Nothing but a number should be given: the count of lines in the data that include the string "evenodd".

[Task inputs — start]

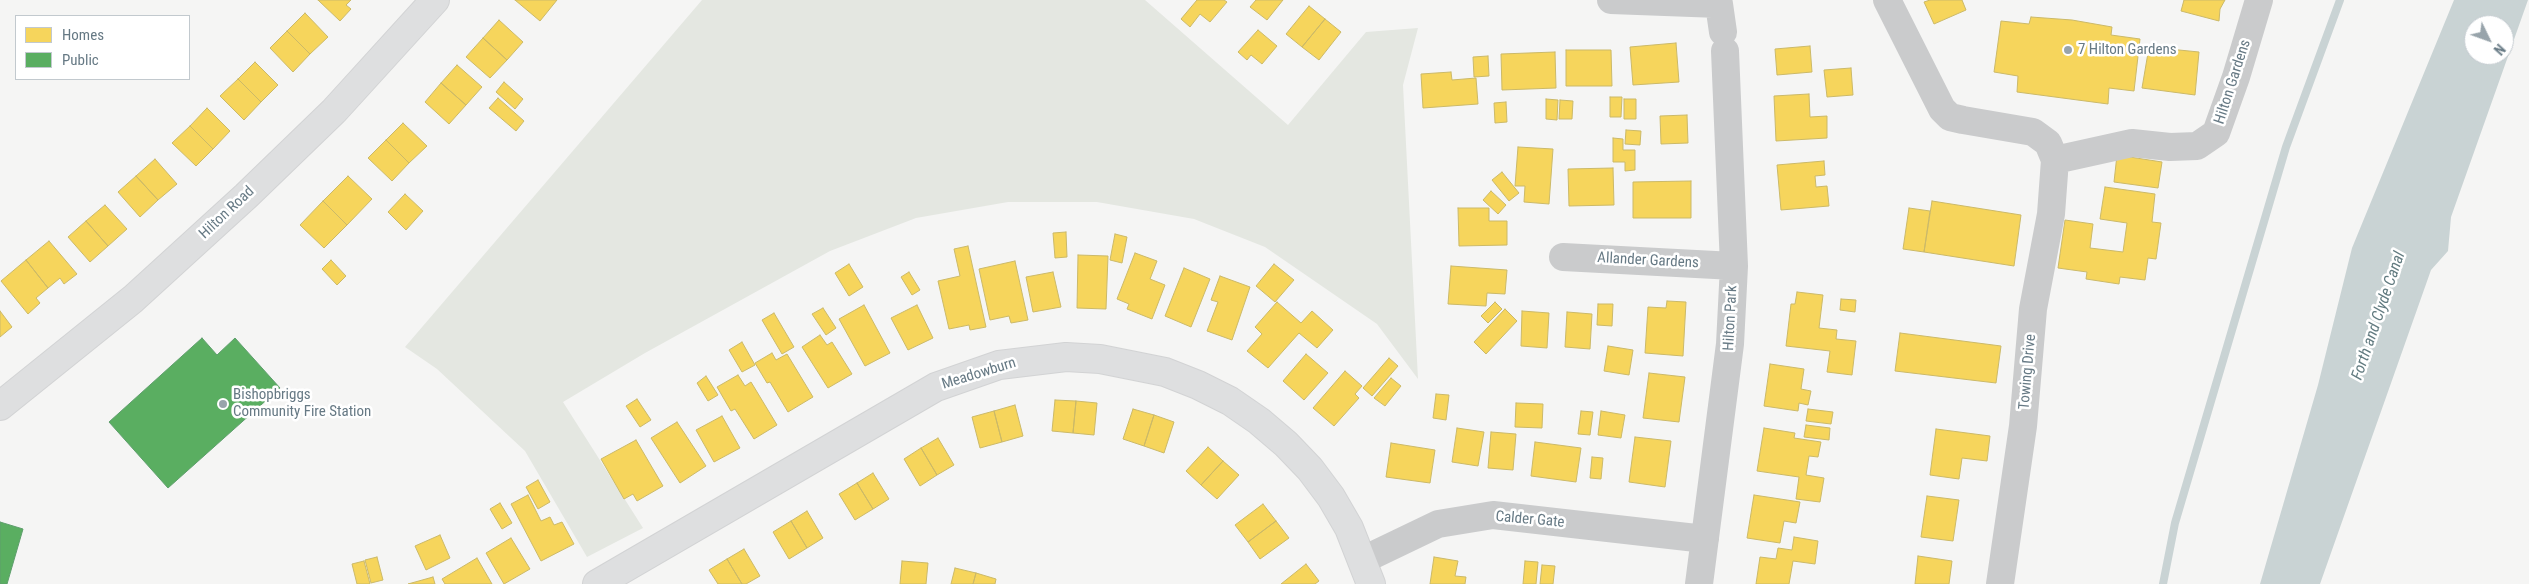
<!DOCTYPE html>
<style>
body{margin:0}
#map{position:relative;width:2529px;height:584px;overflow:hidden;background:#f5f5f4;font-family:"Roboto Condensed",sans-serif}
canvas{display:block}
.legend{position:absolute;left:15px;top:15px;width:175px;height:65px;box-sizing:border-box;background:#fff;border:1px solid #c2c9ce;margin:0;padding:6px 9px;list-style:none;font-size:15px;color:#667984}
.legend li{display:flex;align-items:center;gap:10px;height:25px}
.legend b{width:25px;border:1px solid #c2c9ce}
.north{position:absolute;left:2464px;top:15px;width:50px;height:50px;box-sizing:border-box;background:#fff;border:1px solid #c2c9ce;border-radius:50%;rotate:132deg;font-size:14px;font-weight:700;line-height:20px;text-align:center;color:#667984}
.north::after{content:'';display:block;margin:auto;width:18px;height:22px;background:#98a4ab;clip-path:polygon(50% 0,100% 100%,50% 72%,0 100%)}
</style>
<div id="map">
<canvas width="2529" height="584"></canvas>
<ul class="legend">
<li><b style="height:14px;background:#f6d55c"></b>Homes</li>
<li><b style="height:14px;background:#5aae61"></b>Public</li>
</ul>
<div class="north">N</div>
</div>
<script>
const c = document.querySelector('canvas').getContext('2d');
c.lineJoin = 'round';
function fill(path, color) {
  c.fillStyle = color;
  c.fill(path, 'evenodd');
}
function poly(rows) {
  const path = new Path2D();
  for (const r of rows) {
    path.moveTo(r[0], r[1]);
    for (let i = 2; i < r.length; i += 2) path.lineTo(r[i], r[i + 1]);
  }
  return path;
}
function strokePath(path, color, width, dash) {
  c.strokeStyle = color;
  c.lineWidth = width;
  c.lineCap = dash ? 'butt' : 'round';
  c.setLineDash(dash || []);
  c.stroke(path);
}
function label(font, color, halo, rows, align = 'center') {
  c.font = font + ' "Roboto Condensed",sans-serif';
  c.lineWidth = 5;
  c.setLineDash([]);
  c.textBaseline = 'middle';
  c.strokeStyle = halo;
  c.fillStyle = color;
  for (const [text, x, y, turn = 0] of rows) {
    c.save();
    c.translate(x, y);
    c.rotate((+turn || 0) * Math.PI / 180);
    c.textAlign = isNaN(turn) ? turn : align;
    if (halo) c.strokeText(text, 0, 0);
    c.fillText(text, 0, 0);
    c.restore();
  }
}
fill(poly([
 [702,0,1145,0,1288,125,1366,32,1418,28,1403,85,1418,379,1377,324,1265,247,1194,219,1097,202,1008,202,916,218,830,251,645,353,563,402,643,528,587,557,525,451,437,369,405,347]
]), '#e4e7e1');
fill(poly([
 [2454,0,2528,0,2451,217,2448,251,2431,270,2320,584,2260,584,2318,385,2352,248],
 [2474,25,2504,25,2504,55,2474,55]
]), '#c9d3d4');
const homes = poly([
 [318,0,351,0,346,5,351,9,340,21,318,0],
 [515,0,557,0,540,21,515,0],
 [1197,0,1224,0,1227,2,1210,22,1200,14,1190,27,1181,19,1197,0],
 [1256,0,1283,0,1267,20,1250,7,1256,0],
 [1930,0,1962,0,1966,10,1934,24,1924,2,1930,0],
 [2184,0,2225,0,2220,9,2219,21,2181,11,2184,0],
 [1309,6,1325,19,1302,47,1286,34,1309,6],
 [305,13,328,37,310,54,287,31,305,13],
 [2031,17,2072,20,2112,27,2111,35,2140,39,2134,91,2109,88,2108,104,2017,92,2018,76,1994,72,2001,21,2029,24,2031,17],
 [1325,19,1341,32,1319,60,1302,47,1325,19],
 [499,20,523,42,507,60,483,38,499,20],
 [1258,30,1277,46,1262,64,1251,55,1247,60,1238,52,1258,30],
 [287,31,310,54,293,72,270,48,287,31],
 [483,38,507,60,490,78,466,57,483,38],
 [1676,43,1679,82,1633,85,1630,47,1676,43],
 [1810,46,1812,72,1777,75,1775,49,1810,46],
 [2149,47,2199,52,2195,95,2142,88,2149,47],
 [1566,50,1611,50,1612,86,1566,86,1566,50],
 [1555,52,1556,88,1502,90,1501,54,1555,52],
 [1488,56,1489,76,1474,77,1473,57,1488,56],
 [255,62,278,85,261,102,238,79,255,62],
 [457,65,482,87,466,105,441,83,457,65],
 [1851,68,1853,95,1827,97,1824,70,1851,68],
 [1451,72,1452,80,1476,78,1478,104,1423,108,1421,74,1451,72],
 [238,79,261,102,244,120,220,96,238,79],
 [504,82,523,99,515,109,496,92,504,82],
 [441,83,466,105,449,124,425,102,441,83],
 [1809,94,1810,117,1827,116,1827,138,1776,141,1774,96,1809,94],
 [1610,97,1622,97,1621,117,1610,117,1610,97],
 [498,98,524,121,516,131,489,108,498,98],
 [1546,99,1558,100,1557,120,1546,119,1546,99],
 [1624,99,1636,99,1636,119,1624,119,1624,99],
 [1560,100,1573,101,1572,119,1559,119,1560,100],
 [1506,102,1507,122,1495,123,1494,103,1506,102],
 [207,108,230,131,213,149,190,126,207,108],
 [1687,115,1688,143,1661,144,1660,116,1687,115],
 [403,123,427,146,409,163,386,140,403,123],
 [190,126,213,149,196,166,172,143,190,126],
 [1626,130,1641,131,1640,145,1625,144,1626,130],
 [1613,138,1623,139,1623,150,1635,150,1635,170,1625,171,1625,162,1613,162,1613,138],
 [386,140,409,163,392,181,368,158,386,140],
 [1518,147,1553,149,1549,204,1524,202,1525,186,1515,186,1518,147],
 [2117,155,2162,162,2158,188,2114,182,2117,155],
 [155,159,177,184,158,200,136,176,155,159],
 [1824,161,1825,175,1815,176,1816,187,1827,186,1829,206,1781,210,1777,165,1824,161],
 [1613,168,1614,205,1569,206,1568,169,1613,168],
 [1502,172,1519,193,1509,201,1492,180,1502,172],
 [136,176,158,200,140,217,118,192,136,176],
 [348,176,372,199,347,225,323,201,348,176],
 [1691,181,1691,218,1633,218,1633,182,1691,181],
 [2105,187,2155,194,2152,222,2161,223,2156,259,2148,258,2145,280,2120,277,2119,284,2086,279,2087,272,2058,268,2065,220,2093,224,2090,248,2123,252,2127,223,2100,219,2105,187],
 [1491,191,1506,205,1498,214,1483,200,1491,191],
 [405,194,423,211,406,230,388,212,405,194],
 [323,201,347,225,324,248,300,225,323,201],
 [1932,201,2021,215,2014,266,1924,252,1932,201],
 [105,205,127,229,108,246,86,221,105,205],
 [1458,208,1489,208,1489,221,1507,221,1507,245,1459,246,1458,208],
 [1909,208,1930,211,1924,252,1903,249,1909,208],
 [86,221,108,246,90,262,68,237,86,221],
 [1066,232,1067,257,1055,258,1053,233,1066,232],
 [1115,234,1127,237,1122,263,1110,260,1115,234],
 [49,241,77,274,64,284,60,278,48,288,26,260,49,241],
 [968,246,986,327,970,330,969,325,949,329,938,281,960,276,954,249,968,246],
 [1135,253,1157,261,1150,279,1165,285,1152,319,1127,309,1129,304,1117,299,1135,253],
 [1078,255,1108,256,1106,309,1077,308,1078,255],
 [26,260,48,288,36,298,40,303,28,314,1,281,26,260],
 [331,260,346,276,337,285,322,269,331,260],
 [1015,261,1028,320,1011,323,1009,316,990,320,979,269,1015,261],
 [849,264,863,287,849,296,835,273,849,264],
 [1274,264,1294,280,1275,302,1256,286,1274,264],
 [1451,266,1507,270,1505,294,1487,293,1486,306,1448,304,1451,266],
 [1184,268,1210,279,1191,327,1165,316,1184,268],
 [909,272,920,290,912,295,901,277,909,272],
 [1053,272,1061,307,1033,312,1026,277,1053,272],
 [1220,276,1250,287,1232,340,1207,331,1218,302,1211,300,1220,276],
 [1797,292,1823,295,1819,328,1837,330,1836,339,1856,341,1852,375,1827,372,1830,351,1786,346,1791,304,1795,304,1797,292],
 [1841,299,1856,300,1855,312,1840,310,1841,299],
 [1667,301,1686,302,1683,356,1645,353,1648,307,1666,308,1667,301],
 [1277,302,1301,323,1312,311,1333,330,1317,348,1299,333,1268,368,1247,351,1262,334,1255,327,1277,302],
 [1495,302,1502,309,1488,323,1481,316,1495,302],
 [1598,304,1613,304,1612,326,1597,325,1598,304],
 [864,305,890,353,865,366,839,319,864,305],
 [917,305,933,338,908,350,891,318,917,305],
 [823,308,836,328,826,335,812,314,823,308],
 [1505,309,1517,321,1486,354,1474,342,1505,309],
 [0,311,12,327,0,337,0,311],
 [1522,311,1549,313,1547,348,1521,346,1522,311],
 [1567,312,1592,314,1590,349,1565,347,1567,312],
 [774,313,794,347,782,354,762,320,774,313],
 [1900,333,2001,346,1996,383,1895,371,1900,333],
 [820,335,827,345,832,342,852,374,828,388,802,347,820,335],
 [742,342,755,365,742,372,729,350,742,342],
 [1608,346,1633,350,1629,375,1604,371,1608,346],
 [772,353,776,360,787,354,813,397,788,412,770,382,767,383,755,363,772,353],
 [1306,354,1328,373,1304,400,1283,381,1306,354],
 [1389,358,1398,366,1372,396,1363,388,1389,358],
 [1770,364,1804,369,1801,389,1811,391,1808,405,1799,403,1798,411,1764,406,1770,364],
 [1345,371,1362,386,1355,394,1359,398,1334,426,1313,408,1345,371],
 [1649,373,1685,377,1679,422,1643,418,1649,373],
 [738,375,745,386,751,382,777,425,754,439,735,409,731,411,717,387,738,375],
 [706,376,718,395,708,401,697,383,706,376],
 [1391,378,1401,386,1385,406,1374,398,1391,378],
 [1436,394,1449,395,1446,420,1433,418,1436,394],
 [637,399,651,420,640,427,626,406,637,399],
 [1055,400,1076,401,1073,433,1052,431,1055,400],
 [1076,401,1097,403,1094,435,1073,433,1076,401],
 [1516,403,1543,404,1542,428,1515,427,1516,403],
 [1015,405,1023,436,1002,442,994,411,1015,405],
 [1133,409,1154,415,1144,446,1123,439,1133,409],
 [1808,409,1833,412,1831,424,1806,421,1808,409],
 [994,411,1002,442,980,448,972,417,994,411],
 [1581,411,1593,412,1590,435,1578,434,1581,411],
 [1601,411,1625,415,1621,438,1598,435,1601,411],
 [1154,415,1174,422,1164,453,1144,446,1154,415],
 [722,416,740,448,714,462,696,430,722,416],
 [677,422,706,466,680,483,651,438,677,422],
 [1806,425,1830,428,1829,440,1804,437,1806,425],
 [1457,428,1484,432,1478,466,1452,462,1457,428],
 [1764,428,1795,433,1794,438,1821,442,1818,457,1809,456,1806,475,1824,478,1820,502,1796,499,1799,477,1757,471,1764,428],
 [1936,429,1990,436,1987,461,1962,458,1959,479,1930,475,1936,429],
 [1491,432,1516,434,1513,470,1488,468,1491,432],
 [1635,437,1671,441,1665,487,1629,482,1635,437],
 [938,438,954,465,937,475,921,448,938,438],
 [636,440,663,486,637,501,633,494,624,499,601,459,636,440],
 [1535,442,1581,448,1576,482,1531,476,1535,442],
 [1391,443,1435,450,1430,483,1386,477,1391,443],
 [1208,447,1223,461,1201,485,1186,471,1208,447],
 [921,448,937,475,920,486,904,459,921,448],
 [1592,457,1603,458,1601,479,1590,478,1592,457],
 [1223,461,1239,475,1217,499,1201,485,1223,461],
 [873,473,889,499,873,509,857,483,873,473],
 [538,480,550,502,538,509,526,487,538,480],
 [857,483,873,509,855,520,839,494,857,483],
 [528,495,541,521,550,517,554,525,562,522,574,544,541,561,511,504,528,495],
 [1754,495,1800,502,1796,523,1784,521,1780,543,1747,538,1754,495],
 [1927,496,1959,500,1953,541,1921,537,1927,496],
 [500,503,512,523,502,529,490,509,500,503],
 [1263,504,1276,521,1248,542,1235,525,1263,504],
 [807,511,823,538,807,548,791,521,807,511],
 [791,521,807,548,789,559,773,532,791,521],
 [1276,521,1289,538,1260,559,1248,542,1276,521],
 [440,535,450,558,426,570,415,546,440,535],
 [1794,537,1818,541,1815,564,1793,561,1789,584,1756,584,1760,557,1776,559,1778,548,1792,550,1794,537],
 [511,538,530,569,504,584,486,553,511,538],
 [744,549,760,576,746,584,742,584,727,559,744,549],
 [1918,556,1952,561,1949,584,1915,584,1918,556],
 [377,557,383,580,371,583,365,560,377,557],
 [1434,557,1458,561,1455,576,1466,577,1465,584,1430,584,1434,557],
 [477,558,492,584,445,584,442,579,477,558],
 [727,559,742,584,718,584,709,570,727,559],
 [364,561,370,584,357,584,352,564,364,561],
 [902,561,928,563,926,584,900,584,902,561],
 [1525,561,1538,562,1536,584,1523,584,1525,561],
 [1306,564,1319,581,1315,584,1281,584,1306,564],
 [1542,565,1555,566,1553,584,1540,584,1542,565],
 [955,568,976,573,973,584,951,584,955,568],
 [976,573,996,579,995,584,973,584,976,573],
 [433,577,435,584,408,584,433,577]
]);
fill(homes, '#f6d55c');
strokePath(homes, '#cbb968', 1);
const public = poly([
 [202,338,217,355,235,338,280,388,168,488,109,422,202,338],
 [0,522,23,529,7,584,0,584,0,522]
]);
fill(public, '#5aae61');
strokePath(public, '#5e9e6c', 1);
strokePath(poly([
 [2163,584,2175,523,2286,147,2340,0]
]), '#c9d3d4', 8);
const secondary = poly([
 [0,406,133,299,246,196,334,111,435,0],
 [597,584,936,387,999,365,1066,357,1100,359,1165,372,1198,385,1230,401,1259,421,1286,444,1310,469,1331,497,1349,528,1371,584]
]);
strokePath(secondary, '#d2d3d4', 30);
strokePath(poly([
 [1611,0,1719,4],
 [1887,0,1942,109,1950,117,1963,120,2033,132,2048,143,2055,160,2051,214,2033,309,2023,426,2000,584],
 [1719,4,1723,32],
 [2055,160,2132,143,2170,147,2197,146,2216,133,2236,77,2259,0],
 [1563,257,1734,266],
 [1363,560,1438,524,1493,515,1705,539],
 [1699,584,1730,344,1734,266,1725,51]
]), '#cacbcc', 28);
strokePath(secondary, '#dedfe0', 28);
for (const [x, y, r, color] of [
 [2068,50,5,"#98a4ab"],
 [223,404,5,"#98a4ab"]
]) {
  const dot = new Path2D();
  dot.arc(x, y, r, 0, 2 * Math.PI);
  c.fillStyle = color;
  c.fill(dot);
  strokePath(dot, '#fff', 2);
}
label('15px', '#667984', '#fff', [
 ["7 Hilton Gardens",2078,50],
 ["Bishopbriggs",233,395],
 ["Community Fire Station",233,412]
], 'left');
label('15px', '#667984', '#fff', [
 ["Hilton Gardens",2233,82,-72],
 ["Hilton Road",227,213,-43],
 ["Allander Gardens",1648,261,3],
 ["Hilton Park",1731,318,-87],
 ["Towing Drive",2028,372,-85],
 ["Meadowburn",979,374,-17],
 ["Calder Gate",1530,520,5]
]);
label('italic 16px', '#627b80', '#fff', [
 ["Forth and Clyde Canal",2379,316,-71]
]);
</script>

[Task inputs — finish]
[Task inputs — start]

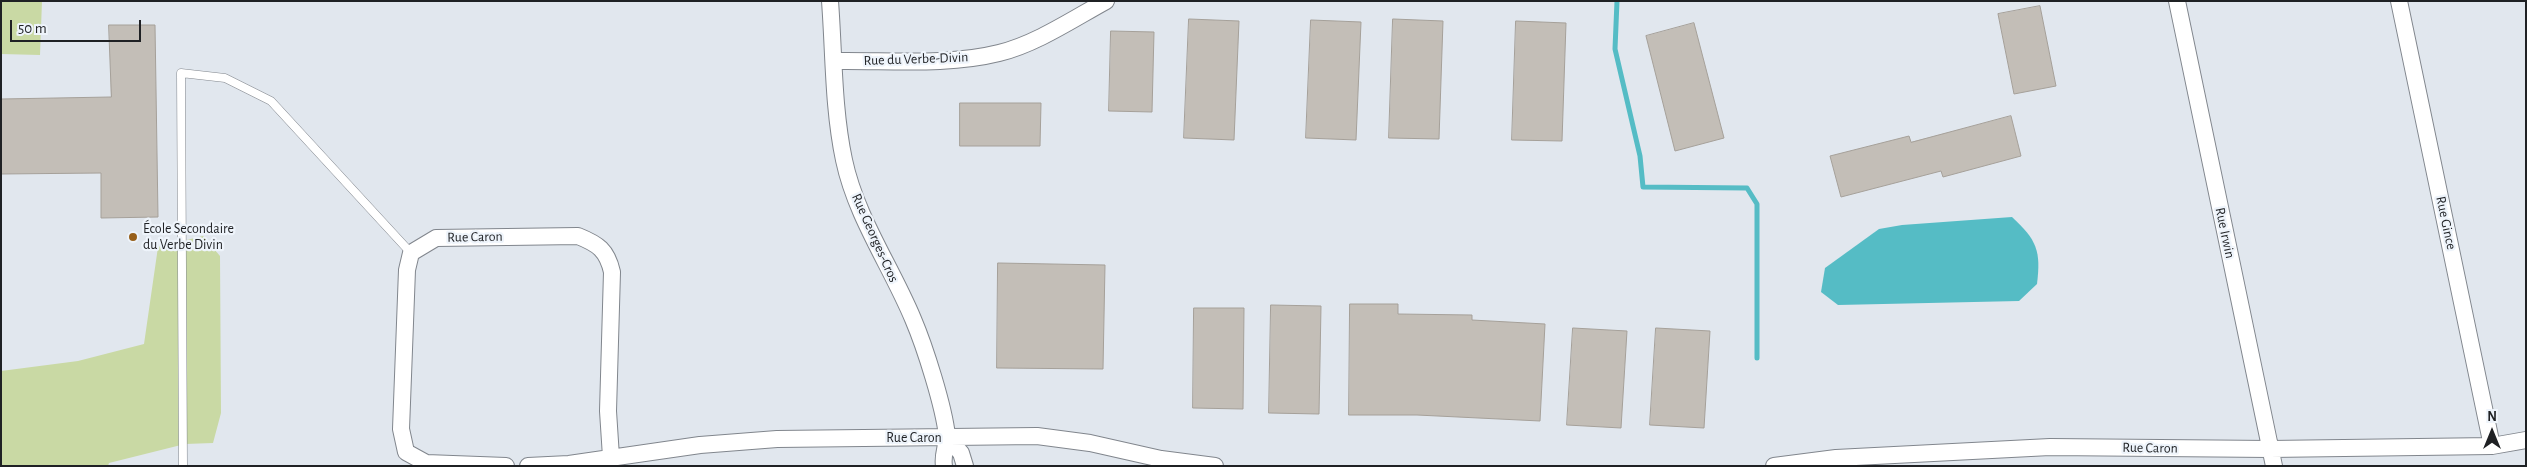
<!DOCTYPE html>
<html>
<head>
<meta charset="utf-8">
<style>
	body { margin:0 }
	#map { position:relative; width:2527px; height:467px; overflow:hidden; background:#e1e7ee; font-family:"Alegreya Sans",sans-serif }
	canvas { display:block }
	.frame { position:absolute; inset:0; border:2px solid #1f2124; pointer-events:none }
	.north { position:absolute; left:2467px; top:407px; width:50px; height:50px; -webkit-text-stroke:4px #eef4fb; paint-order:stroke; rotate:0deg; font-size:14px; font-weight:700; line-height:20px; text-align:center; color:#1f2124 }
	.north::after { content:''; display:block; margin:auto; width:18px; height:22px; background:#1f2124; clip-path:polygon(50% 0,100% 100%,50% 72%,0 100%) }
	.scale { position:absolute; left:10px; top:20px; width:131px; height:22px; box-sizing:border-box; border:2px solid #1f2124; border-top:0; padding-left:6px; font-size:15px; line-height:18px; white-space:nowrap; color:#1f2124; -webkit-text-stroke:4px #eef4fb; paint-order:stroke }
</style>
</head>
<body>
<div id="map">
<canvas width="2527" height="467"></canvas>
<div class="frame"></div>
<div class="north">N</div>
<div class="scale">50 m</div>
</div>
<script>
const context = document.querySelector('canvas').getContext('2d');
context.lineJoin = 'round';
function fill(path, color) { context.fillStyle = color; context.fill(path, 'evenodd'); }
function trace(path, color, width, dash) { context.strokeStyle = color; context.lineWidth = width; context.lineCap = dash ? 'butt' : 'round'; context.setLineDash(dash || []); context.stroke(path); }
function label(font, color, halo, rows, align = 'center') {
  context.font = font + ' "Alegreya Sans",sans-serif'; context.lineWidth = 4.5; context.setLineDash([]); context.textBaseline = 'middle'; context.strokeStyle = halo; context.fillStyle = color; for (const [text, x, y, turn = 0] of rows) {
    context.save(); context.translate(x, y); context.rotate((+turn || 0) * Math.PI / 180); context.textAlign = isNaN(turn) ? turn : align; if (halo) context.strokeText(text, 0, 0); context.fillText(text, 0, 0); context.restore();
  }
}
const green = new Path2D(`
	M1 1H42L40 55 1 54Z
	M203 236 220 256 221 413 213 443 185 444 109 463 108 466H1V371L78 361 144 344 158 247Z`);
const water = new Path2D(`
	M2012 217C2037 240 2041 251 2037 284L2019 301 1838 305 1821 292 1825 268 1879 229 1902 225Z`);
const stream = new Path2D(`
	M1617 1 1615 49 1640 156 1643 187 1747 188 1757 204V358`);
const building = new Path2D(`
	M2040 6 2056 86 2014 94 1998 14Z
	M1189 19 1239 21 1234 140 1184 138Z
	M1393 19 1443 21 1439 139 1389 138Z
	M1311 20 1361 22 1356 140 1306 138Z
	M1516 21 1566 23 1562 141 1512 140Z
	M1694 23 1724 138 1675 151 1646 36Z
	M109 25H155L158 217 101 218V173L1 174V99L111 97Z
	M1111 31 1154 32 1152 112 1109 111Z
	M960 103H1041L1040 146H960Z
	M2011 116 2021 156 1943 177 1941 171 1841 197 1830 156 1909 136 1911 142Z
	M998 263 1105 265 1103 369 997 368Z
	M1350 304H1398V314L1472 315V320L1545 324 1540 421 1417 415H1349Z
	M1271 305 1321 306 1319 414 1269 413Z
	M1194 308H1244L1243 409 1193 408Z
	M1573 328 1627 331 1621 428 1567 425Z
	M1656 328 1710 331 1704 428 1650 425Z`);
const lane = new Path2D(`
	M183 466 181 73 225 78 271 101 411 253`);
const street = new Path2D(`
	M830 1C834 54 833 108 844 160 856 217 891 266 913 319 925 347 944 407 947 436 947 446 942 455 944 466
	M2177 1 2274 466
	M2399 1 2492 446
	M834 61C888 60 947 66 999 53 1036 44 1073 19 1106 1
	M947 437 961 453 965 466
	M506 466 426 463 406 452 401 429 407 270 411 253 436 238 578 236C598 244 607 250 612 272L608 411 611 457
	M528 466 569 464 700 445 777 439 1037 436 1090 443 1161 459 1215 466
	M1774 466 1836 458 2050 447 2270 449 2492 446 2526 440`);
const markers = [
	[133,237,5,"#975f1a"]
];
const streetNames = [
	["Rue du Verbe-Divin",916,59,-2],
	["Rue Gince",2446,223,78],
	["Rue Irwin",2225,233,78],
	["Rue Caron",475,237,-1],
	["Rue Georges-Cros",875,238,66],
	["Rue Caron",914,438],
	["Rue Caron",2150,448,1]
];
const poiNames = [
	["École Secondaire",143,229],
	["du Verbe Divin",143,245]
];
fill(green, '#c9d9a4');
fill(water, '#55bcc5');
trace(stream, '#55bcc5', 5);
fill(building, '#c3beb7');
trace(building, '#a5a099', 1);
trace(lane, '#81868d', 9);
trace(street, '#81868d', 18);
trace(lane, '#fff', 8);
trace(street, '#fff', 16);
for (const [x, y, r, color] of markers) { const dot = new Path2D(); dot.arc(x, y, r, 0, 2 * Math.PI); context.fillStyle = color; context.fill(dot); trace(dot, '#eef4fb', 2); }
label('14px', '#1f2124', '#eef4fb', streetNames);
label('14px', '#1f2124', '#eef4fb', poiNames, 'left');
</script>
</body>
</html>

[Task inputs — finish]

Output for this task – 2